Failure to Administer Correct Emergency Medication During Hypoglycemic Crisis
Penalty
Summary
A significant medication error occurred when a registered nurse (RN) failed to administer the correct medication to a resident experiencing a hypoglycemic crisis. The resident, who had a history of diabetes mellitus, end-stage renal disease, and other chronic conditions, was found to have a critically low blood glucose level. Despite having a physician's order for Baqsimi (Glucagon) nasal powder to be administered in such situations, the RN did not provide the prescribed medication. Instead, the RN mistakenly assembled and administered an epinephrine auto-injector with a nasal spray cap, believing it to be Glucagon, and delivered it nasally to the resident. This error was compounded by the involvement of another nurse who assisted in retrieving the emergency kit and handing the incorrect medications to the RN. The resident did not receive the ordered Glucagon, and his blood sugar continued to drop, necessitating emergency medical intervention and subsequent transfer to the hospital, where he was admitted to the intensive care unit. Interviews and documentation revealed that the RN was unfamiliar with the emergency medications and did not verify the medication before administration. The incident was further complicated by initial inaccurate reporting by the RN regarding the medications given. The facility's medication administration policy and the standard nursing practice of verifying the five rights of medication administration were not followed, resulting in the resident not receiving the appropriate treatment for hypoglycemia.
Removal Plan
- All nurses were educated on the use of Emergency Medications by DON.

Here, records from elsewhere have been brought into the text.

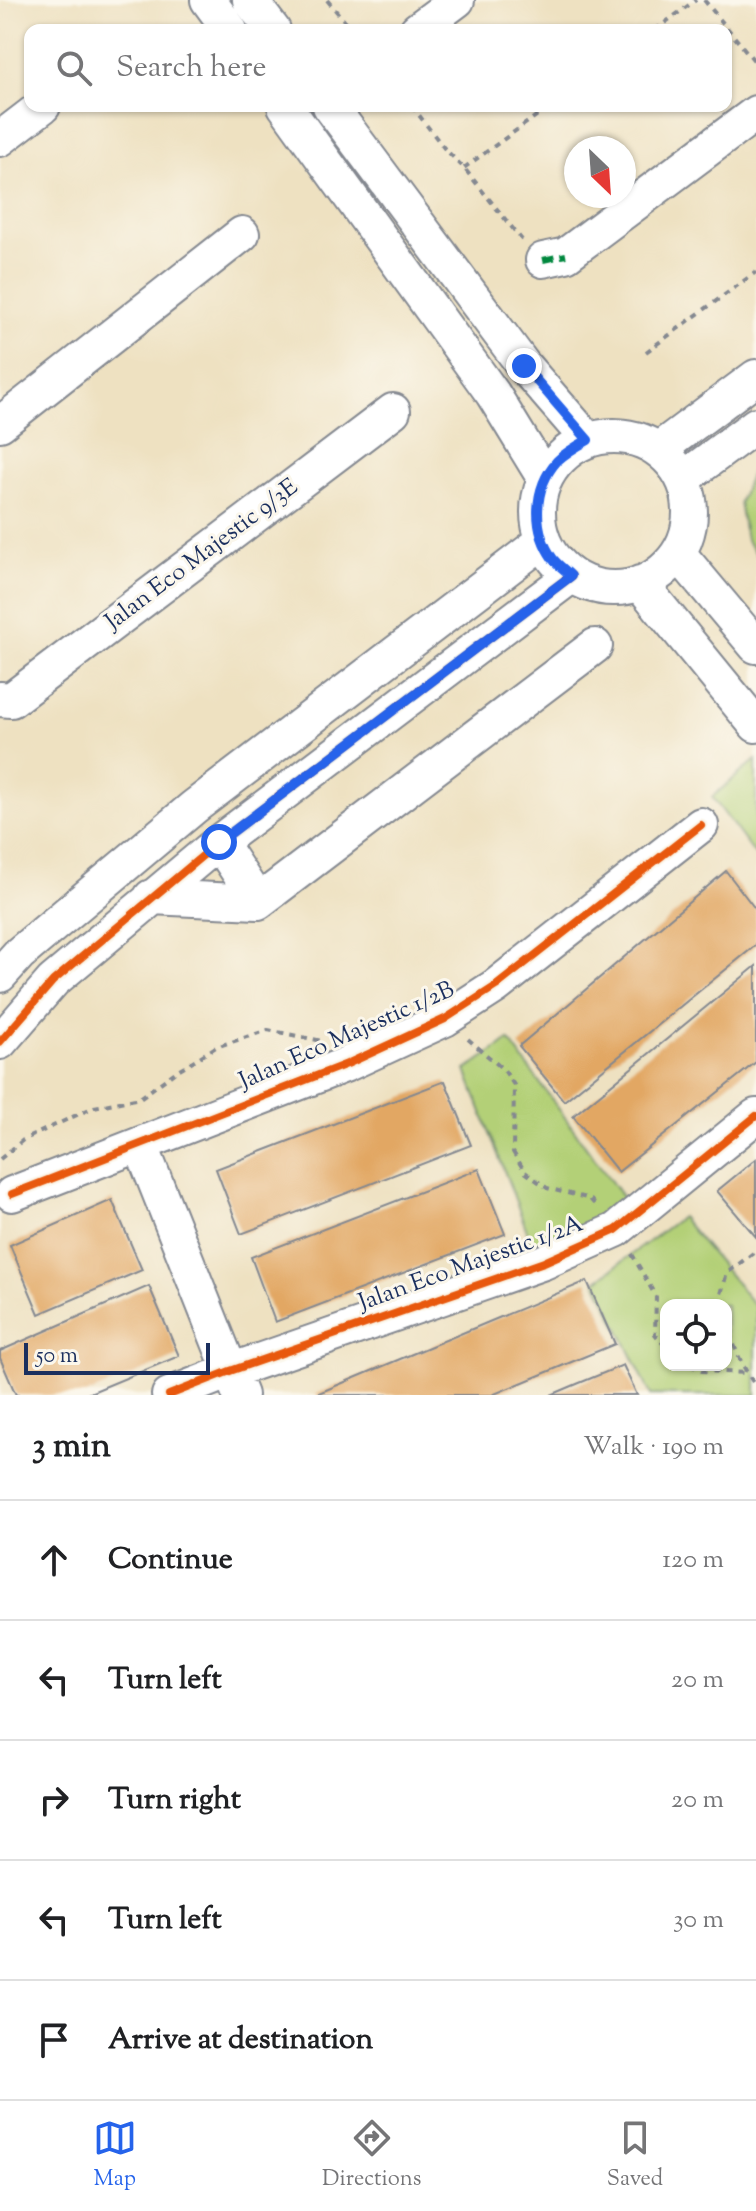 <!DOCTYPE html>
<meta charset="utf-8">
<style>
body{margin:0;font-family:"Sorts Mill Goudy",serif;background:#f2f2f2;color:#202124}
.controls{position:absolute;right:24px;bottom:24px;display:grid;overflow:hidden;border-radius:16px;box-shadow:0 2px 6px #0004}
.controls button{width:72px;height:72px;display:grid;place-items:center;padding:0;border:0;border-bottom:2px solid #e0e0e0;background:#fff;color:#202124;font:40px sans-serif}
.compass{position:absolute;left:564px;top:136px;width:72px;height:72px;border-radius:50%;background:#fff;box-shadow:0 2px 6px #0004;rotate:155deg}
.scale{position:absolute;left:24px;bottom:20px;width:186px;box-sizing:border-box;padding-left:8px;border:4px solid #1b2f5e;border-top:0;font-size:22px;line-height:28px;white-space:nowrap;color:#1b2f5e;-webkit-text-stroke:6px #fbf7ec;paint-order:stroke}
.stop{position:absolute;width:24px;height:24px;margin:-18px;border:6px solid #2563eb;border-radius:50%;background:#fff}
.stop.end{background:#2563eb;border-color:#fff;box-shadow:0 2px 8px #0008}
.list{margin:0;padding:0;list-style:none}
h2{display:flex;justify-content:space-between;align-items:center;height:104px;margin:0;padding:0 32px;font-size:34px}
h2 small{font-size:26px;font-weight:400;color:#757577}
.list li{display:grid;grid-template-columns:52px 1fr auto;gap:24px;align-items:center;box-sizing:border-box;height:120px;padding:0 32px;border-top:2px solid #e0e0e0}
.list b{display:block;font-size:30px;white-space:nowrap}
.list em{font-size:26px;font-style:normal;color:#757577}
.icon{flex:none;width:44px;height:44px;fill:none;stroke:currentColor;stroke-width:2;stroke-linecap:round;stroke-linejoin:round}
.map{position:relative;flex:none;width:756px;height:1395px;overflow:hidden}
.search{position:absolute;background:#fff;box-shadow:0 2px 6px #0004;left:24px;right:24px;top:24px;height:88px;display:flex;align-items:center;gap:20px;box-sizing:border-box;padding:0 28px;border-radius:16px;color:#757577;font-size:30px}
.sheet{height:704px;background:#fff}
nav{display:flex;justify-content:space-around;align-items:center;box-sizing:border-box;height:112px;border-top:2px solid #e0e0e0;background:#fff;font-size:22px;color:#757577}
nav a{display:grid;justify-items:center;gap:4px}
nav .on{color:#2563eb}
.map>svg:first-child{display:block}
.green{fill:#b3d077;stroke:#67806a;stroke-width:2;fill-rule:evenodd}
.building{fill:#e2a764}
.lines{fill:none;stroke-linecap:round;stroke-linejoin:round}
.minor-casing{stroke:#848890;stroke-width:38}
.path{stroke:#848890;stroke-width:4;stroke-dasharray:6 6;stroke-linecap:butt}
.minor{stroke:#fff;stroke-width:34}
.quiet{stroke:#00873e;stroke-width:6;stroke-dasharray:12 6;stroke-linecap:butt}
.cycleway-casing{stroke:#fbf7ec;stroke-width:13}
.cycleway{stroke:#e8590c;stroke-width:8}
.route{stroke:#2563eb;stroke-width:10}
.labels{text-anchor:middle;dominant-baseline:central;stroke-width:6;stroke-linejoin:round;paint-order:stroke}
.street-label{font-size:24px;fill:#1b2f5e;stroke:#fbf7ec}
</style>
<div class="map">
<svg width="756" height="1395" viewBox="0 0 756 1395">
<rect width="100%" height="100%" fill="#fbf7ec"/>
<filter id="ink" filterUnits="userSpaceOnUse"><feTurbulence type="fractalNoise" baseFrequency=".0125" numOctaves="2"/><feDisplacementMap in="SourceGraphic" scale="16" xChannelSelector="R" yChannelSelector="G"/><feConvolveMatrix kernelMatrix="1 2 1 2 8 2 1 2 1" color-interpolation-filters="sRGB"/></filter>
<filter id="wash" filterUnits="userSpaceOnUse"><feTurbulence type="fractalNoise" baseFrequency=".006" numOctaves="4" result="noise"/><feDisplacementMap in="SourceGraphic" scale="32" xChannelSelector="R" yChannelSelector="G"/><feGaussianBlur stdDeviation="1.8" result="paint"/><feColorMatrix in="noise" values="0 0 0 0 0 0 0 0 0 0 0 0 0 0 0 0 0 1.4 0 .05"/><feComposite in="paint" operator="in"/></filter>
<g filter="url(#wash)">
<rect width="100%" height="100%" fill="#eee1c1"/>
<!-- green -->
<path class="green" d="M 756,461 L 756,553 L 746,540 L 739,502 Z
M 756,760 L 756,856 L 712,797 Z
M 509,1040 L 626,1202 L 598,1227 L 535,1252 L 466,1070 Z
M 681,1217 L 756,1307 L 756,1395 L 651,1395 L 596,1281 ZM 726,1305 L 726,1365 L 666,1365 L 666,1305 Z"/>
<g id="blocks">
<!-- building -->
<path class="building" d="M 726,871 L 756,910 L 756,945 L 564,1101 L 519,1046 Z
M 756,966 L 756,1062 L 618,1172 L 573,1116 Z
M 445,1081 L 471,1145 L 241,1234 L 216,1169 Z
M 756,1159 L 756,1237 L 717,1191 Z
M 479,1169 L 505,1234 L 275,1322 L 251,1257 Z
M 112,1200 L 142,1270 L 39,1314 L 10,1245 Z
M 587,1281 L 615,1344 L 569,1363 L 492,1395 L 314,1395 Z
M 149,1286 L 179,1356 L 85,1395 L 16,1395 L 0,1358 L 0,1351 Z
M 623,1365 L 637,1395 L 551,1395 L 577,1384 Z"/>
</g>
</g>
<g filter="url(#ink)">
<use href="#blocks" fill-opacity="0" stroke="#848890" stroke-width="2"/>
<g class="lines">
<defs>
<path id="minor" d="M 208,0 L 230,30
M 250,0 L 273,30
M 417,30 L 457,0
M 285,106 L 493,394 L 545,479
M 330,106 L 524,366 L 588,440
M 0,139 L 43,106
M 543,260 L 566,255 L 756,113
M 0,424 L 242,234
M538 512a76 76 0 1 1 152 0a76 76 0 1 1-152 0Z
M 658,450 L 756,377
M 683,479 L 756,425
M 678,553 L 756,646
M 640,583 L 756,725
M 0,699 L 11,700 L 393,411
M 151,897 L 258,902 L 219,842
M 258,902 L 595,646
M 0,975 L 19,954 L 194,807 L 543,541
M 0,1042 L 53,981 L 219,842 L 571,576
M 141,1146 L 240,1395
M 12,1194 L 347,1064 L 445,1019 L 496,986 L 701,825
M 169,1395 L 230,1371 L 544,1262 L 616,1230 L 756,1116"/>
</defs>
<!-- minor casing -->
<use href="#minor" class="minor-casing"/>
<!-- path -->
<path class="path" d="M 327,0 L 352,30
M 704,0 L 756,63
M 655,30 L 696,0
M 412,106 L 444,148 L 464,168 L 522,240
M 464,168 L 550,106
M 646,352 L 756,272
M 468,1039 L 504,1070 L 514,1085 L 513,1152 L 525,1172 L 547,1188 L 590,1199 L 598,1208
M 0,1159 L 23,1140 L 94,1107 L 140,1098 L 178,1070 L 216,1047 L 268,1030 L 322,1041
M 632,1254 L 656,1297 L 655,1334 L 666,1347
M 720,1305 L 719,1301 L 727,1273 L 756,1251
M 726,1322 C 734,1346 741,1366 756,1386
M 690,1365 L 702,1371 L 746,1373"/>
<!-- minor -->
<use href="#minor" class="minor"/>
<!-- quiet -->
<path class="quiet" d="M 543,260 L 566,255"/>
<defs>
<path id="cycleway" d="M 0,1042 L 53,981 L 219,842 L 571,576
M 12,1194 L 347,1064 L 445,1019 L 496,986 L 701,825
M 169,1395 L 230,1371 L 544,1262 L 616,1230 L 756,1116"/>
</defs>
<!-- cycleway casing -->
<use href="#cycleway" class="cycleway-casing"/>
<!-- cycleway -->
<use href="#cycleway" class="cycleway"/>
</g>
</g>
<g class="lines" filter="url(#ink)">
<!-- route -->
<path class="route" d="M 219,842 L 571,576 C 565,570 558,565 553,559 C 532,530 533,488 557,461 C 566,452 577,446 588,440 L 524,366"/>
</g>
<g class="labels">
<!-- street labels -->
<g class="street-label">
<text transform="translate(202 555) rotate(-37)">Jalan Eco Majestic 9/3E</text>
<text transform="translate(347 1036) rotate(-24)">Jalan Eco Majestic 1/2B</text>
<text transform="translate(471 1264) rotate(-20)">Jalan Eco Majestic 1/2A</text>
</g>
</g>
</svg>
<div class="controls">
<button><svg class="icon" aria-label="locate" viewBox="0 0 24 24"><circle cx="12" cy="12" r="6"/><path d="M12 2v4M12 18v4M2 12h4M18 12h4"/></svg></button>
</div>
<svg class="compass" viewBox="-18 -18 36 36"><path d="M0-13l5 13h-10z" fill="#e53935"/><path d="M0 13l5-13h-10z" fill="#757577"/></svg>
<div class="scale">50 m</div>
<div class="stop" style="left:219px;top:842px"></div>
<div class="stop end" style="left:524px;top:366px"></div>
<div class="search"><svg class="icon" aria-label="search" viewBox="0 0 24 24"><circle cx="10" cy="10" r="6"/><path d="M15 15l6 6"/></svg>Search here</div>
</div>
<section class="sheet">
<h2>3 min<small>Walk · 190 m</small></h2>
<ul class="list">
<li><svg class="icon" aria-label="ahead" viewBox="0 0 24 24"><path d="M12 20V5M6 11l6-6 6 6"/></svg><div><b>Continue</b></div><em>120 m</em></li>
<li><svg class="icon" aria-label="left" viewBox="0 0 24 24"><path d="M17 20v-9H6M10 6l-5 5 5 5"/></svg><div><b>Turn left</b></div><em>20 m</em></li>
<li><svg class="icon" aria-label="right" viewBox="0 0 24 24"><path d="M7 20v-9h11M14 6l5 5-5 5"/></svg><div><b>Turn right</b></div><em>20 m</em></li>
<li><svg class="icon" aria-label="left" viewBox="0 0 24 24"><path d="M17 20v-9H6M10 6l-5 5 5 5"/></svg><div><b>Turn left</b></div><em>30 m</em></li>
<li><svg class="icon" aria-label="arrive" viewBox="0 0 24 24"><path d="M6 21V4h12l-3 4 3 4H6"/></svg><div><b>Arrive at destination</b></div></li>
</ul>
</section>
<nav>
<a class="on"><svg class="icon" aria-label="map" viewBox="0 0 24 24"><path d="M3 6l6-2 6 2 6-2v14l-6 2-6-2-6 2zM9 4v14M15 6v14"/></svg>Map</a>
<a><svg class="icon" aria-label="directions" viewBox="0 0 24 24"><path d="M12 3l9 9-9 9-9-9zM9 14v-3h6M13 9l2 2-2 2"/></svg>Directions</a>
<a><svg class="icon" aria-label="saved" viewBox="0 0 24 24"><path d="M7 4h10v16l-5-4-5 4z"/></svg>Saved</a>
</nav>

- Any nurses that are not available in person have been contacted via phone. If not reachable, will be educated prior to taking shift by DON or designee.
- Nursing staff has been educated on the signs and symptoms of hypoglycemia and hyperglycemia by DON and ADON.
- Any nurses that are not available in person have been contacted via phone. If not reachable, will be educated prior to taking shift by DON or designee.
- NP was notified of the change in condition and MD notified of the resident being hypoglycemic and being sent to ER.
- V6 and V27 educated on ensuring right medication and dose prior to medication administration by DON.
- All nursing staff educated on the 5R's of medication administration by DON.
- V6 and V27 were educated and completed competency in medication administration on Narcan, Epinephrine, and Baqsimi.
- Nursing staff was educated on medication administration.
- DON or Designees will audit medication administration 2 times a week for 3 months.
- DON or Designee will audit 3 residents 2 times weekly to ensure blood sugars are within normal limit per MD orders for 3 months.
- The emergency kits and the cart will be audited weekly to ensure educational material is in place. This will be ongoing for 3 months and reviewed in our QA meeting. This will be monitored by ADON or designee.
- ADHOC QA completed with IDT regarding Policy and procedure.
- QA to review policy and procedure as part of Quality Assurance Process.
- This will be ongoing for 3 months.